Eight years prior to this novel, Ken Kesey told us the story of Randle Patrick McMurphy through the eyes of the mute native American Chief Bromden in the haunting "One Flew Over the Cuckoos Nest". Although similar in setting (a psychiatric hospital) this novel is not a "British" version of the American tale, and although sharing a thin theme around authoritative control it looks at the plight of the main protagonist through a number of eyes.

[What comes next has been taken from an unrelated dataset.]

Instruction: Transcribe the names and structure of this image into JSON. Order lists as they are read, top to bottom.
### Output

The story opens with Norman Zweck a one time brilliant barrister, the idol of his close-knit Jewish family, confined to his parent's old bedroom, drug addicted and suffering hallucinations. Rabbi Zweck, his father, and his sister Bella who still lives at home and wears white ankle socks, have no option but to have Norman committed to a psychiatric hospital.

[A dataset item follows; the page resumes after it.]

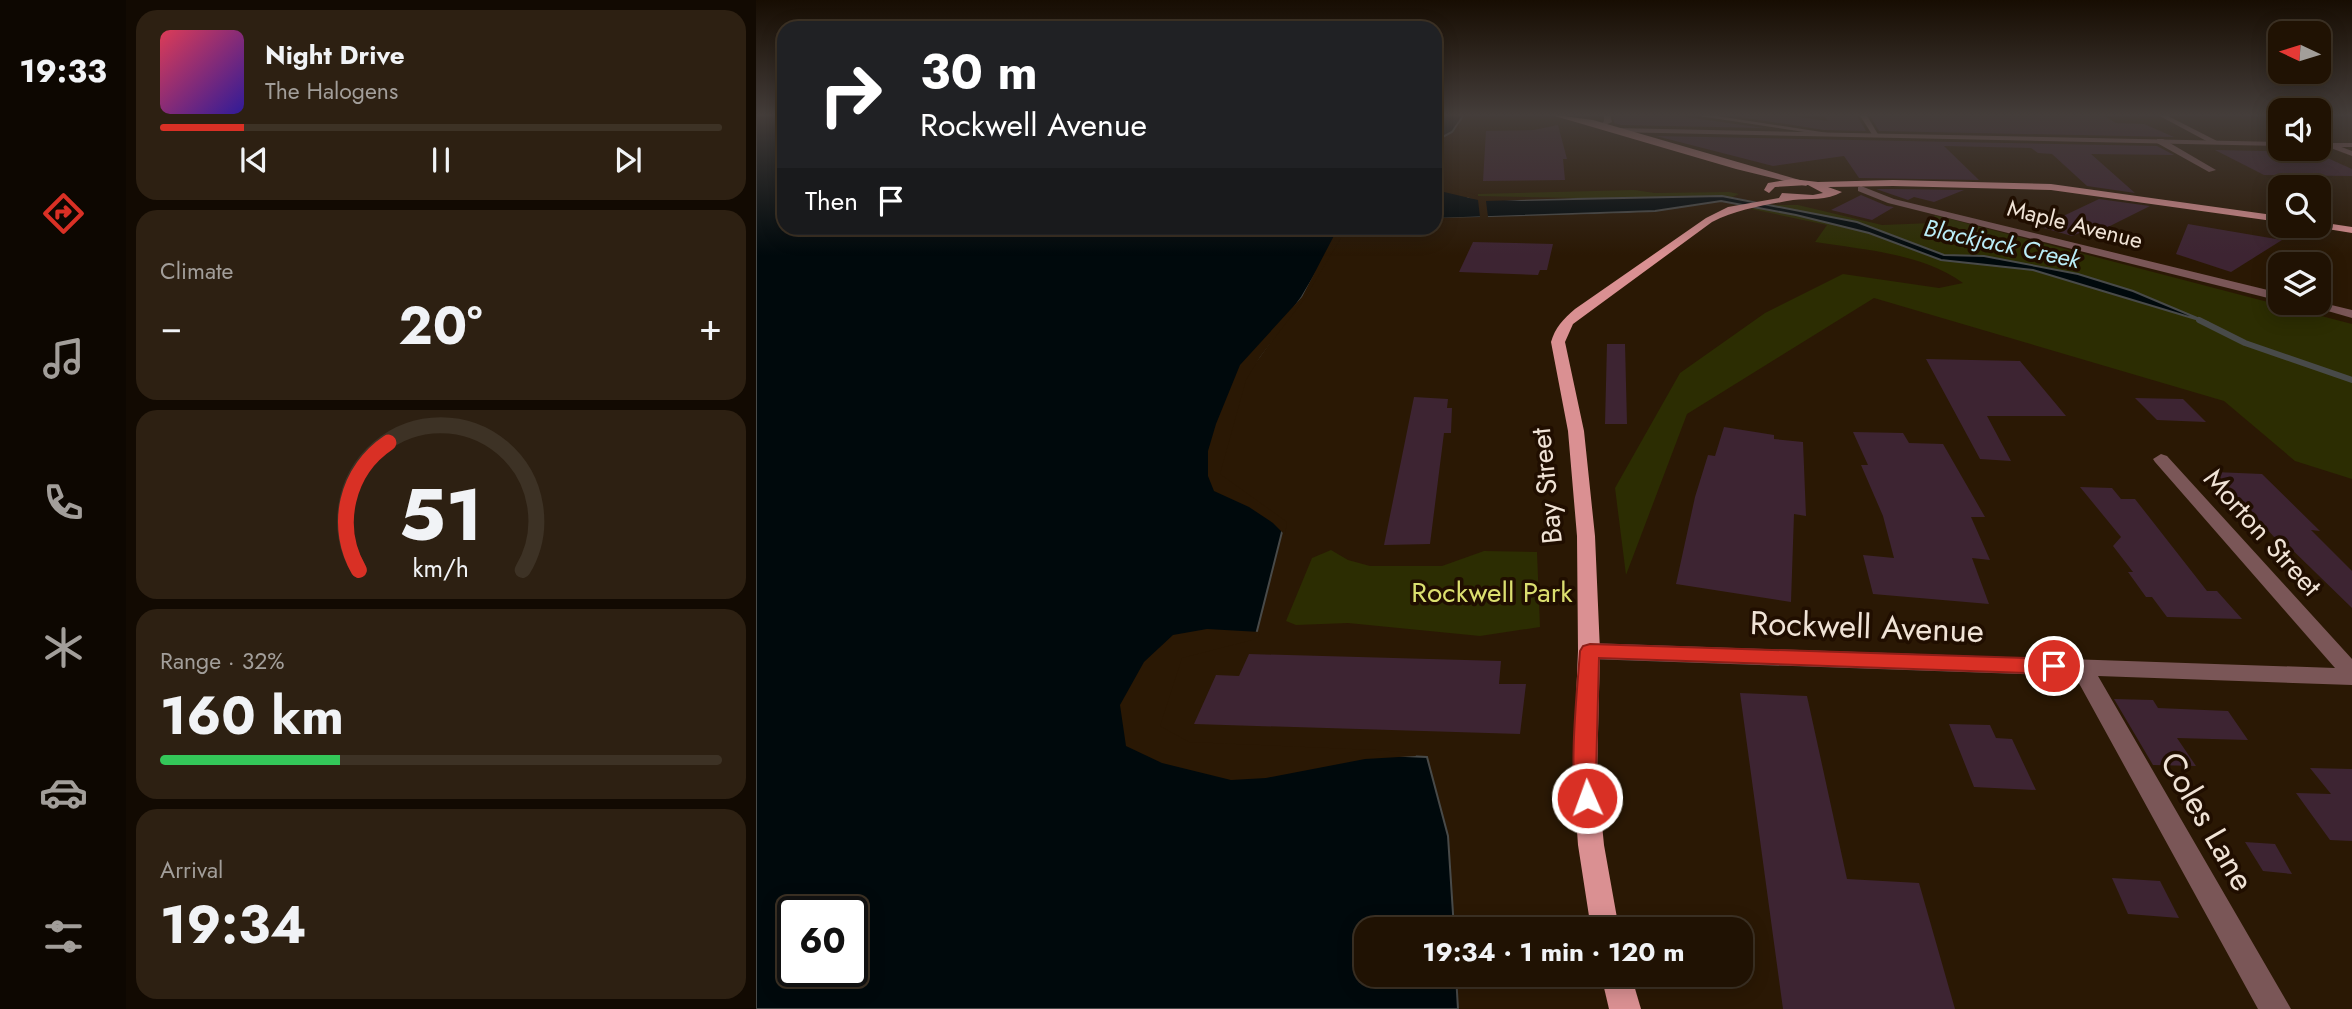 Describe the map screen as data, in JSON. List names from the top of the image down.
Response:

The tale is one seen through the eyes of Rabbi Zweck, Norman, Bella and the estranged sister Esther, with their visions of guilt, blame and worries told for each character. Obviously Norman's psychotic tale being more self centered than the others (or is it?). Whilst in hospital Norman meets "The Member" another patient who continues to feed Norman's drug habits and his psychosis.
Norman shrugged helplessly. His mouth was full of vocabulary,yet there seemed no way to distil it in any kind of order. He let his mind wander away from the whole sorry story. He thought of the Minister. He missed him. He must have been discharged when Norman was in his deep sleep. He wished he could contact him again. What point was there in living this so-called sane way of life, when all zest was drained out of him, and all he was left with was a clear recognition of his own torment that hammered at his skull.
This is no ordinary Psychiatric hospital tale, nor a tale of the evils of drugs, but more a slowly revealing story of the family disintegration, their issues, foibles and the events which led to Norman's downfall. The pages describing Norman's visioning of silverfish and his overall addiction are so well written it is as though Bernice Ruben's has been through similar psychotic issues herself. Although, I should have picked the format straight off as the novel opens with the quote:
If patients are disturbed, their families are often very disturbing. R.D. Laing "The Politics of Experience"
This was the third novel from the 1970 shortlist that I have read and I can categorically state that it was head and shoulders above the other two novels, in the award stakes and it rates very highly on my list of favourite Booker novels. It was a pleasure to read, not too daunting, nor filled with Jewish themes, my only criticism being the ending leaves a lot to be desired (an ending I'll surely forget even if the character of Norman Zweck will stay with me for sometime!!!).
Cross posted at my blog.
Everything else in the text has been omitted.